START Given entries

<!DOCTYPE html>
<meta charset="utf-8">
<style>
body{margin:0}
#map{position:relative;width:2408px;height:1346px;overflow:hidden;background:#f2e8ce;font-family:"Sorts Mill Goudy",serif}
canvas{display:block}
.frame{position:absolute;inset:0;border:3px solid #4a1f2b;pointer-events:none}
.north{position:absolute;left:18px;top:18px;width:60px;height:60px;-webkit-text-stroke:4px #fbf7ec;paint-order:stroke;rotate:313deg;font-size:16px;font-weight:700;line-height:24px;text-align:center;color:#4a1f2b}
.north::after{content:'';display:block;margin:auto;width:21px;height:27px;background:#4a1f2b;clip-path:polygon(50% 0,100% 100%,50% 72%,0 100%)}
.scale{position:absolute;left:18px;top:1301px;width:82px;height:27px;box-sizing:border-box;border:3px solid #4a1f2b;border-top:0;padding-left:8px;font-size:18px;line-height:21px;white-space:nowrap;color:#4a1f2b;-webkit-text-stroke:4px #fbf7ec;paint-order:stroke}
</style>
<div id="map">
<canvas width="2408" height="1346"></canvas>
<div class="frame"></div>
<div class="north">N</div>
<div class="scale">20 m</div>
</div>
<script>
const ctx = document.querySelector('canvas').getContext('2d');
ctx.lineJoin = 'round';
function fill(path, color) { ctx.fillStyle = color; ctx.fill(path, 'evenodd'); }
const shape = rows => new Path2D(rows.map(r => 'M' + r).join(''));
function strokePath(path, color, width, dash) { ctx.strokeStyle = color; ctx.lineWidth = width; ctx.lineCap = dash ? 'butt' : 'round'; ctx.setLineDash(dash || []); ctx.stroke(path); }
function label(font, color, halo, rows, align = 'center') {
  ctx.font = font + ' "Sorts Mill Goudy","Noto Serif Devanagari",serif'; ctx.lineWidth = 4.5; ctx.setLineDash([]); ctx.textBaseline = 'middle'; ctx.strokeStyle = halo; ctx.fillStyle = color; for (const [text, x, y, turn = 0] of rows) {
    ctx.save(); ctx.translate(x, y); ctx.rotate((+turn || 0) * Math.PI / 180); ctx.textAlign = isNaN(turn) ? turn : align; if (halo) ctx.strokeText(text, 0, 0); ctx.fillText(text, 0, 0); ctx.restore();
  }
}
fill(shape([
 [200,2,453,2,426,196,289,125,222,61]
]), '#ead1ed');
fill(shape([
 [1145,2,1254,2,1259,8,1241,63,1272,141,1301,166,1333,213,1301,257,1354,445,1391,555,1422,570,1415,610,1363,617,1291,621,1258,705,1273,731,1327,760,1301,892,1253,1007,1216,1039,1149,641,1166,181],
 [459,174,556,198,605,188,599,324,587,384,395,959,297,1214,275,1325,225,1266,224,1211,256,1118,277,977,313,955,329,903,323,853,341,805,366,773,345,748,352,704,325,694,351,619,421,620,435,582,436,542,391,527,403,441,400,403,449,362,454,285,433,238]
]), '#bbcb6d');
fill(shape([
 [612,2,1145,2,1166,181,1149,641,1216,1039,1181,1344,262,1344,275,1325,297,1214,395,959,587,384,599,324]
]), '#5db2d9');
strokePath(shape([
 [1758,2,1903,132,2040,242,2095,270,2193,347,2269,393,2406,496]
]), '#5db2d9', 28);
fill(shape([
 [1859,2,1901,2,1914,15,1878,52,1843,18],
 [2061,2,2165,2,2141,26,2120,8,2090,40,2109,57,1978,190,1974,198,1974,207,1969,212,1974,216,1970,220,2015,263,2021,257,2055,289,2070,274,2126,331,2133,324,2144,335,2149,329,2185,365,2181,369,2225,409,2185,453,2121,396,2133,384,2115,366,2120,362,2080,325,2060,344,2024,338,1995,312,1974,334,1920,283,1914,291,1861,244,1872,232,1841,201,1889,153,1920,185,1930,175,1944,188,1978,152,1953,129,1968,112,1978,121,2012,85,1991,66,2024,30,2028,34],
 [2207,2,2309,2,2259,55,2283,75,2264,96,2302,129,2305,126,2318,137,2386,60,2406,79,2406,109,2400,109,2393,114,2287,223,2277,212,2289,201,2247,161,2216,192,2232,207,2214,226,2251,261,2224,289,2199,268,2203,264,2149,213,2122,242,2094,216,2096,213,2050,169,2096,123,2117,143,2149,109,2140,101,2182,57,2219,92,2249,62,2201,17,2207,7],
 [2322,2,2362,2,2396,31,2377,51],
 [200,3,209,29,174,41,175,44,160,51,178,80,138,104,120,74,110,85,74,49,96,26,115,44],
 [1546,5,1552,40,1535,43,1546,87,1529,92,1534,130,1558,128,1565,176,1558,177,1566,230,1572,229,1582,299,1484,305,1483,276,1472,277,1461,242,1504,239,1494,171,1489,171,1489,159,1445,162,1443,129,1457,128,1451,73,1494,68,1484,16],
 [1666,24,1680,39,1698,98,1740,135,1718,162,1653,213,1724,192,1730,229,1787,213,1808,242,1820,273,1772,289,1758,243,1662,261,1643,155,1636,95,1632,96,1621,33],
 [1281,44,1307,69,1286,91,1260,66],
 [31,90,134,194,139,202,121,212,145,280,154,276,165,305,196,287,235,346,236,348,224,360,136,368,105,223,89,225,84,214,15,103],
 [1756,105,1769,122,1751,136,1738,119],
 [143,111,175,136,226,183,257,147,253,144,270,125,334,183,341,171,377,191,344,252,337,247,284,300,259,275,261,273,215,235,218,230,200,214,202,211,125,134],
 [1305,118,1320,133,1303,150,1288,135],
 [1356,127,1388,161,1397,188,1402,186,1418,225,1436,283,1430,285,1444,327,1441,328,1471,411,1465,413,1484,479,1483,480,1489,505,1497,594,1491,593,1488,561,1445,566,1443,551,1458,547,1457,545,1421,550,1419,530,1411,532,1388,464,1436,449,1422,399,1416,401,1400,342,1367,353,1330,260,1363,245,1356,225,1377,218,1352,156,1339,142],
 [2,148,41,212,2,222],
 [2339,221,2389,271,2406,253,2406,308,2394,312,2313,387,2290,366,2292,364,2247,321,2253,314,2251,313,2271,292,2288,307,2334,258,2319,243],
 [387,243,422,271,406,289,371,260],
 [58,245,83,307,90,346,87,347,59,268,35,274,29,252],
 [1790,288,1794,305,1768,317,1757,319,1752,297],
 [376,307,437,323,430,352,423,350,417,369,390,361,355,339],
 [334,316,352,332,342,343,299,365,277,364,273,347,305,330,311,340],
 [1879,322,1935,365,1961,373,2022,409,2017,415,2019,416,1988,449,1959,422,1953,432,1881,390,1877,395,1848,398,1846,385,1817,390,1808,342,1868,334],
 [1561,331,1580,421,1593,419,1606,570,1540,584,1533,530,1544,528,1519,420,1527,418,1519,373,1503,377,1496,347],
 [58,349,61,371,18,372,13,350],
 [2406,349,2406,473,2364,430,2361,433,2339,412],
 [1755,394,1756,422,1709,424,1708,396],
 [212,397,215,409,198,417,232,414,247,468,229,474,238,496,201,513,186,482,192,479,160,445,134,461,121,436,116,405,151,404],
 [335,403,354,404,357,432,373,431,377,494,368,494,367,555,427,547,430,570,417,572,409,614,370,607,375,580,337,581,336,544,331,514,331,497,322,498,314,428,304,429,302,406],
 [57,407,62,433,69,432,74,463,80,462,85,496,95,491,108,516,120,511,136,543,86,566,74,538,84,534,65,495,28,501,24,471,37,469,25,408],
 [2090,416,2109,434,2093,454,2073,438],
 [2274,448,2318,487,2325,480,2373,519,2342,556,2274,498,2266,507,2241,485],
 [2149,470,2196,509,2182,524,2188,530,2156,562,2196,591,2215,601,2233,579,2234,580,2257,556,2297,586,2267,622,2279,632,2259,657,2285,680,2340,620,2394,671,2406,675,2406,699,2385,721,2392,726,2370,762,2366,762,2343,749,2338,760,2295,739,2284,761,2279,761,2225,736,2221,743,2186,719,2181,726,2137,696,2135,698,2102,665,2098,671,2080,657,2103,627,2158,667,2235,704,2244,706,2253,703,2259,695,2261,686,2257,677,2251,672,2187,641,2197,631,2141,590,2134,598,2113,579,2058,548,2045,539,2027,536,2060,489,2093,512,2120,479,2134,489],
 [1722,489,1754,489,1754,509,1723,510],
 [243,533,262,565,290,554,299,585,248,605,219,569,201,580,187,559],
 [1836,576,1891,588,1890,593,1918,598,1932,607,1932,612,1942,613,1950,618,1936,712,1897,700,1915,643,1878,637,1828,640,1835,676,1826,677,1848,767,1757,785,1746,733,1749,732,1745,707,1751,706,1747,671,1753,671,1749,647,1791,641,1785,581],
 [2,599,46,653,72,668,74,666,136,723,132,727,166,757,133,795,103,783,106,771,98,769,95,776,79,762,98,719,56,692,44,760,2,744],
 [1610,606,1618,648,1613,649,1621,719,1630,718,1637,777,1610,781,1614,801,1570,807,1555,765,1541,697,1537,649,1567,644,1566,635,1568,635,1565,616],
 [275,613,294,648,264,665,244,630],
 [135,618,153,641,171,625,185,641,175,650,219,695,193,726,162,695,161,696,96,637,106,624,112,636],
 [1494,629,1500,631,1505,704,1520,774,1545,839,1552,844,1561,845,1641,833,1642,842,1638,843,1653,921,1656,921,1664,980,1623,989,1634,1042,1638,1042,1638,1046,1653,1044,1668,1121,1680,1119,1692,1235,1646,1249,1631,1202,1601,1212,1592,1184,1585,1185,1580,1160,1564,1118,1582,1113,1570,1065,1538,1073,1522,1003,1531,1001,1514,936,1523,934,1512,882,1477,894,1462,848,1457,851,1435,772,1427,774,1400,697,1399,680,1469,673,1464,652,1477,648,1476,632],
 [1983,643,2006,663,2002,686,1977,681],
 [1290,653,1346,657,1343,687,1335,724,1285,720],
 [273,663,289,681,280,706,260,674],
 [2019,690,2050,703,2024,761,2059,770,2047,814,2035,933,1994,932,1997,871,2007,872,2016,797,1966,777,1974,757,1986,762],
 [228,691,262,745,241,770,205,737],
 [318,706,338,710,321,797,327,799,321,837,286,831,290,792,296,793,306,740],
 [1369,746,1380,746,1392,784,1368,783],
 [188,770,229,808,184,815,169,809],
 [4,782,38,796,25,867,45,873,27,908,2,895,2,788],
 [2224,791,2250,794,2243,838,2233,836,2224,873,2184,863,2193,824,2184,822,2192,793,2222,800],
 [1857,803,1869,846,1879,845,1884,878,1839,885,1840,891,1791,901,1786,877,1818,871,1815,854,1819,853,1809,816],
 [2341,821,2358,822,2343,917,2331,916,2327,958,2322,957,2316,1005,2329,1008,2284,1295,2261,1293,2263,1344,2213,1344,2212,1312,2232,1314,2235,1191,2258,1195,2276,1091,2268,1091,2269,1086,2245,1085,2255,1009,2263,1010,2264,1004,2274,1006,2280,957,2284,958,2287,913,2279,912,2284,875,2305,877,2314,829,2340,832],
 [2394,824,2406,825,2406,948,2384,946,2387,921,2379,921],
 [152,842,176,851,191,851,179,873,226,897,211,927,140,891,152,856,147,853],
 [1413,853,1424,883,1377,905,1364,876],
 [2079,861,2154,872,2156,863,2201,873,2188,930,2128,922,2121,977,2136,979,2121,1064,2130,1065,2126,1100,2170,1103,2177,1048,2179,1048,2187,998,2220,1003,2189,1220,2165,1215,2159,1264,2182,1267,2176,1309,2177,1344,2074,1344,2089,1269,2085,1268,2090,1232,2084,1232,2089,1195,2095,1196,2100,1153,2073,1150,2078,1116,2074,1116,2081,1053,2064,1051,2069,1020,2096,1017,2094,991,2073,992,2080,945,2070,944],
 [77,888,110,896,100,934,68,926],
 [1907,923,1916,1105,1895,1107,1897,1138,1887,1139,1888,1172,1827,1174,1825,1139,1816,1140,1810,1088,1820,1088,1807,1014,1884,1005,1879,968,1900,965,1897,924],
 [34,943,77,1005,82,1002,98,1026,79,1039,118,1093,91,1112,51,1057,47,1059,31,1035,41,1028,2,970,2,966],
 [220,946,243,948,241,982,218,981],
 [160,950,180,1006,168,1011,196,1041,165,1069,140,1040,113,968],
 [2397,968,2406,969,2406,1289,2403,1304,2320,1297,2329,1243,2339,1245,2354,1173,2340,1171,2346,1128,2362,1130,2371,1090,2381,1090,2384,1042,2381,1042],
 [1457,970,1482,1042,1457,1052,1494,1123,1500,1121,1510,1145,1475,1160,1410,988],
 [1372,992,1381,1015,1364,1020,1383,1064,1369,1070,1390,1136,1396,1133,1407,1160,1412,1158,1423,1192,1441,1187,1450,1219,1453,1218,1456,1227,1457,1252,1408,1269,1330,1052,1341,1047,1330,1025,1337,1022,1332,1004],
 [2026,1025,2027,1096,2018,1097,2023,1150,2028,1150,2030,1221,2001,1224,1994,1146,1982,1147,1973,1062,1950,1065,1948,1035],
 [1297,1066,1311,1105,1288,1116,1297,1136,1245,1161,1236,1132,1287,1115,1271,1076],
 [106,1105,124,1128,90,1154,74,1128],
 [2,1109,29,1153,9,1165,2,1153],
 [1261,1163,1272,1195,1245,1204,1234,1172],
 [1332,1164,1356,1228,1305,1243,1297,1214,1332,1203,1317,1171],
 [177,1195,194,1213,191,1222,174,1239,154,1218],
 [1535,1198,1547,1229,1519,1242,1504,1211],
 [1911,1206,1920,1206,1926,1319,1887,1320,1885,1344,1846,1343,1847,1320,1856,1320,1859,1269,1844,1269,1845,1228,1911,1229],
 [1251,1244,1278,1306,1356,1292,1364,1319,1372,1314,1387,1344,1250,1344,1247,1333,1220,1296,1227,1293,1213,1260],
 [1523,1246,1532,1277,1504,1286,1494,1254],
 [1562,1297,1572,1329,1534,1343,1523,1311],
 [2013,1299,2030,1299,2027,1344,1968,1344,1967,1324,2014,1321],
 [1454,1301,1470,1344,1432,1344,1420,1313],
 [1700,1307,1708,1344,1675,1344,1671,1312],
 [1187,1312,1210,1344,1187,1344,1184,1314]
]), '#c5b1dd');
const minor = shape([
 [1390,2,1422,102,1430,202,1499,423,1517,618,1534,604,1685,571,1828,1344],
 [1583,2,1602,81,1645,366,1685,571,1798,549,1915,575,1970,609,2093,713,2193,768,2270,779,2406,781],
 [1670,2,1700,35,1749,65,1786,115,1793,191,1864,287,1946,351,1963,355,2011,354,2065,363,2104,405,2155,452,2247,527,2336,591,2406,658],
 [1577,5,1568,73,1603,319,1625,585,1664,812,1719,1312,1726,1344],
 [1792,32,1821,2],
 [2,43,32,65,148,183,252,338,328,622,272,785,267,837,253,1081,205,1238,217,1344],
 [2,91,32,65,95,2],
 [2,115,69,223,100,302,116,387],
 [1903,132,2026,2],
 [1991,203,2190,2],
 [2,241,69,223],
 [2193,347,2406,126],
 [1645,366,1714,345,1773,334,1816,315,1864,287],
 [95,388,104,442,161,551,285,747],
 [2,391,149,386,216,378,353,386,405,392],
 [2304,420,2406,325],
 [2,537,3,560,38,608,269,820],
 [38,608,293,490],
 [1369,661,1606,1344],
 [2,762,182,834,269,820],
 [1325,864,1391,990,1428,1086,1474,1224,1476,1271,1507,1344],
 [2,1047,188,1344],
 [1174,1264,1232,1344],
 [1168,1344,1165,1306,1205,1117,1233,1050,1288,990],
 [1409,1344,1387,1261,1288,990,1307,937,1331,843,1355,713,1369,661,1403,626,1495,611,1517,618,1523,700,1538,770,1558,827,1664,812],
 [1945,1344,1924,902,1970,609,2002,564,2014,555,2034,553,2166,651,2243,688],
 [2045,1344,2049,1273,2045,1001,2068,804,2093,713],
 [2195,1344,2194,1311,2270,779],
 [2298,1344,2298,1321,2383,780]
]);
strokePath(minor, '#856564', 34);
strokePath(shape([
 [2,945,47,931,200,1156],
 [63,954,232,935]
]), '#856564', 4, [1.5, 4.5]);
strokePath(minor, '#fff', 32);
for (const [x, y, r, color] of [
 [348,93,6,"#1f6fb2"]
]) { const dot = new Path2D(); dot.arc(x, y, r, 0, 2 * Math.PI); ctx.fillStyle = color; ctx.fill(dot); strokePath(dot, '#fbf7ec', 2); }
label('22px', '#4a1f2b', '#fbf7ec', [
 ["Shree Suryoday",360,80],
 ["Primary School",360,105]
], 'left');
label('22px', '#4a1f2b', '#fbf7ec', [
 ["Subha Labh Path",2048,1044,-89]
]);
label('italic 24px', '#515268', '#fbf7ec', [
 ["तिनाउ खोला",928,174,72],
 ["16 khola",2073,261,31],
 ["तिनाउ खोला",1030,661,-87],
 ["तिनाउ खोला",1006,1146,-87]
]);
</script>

END Given entries

● **Work instructions**
All that is wanted is a faithful reproduction of the line above with "function fill(path, color)", the line with "[200,2,453,2,426,196,289,125,222,61]", and every line in between.

● **Result below**
function fill(path, color) { ctx.fillStyle = color; ctx.fill(path, 'evenodd'); }
const shape = rows => new Path2D(rows.map(r => 'M' + r).join(''));
function strokePath(path, color, width, dash) { ctx.strokeStyle = color; ctx.lineWidth = width; ctx.lineCap = dash ? 'butt' : 'round'; ctx.setLineDash(dash || []); ctx.stroke(path); }
function label(font, color, halo, rows, align = 'center') {
  ctx.font = font + ' "Sorts Mill Goudy","Noto Serif Devanagari",serif'; ctx.lineWidth = 4.5; ctx.setLineDash([]); ctx.textBaseline = 'middle'; ctx.strokeStyle = halo; ctx.fillStyle = color; for (const [text, x, y, turn = 0] of rows) {
    ctx.save(); ctx.translate(x, y); ctx.rotate((+turn || 0) * Math.PI / 180); ctx.textAlign = isNaN(turn) ? turn : align; if (halo) ctx.strokeText(text, 0, 0); ctx.fillText(text, 0, 0); ctx.restore();
  }
}
fill(shape([
 [200,2,453,2,426,196,289,125,222,61]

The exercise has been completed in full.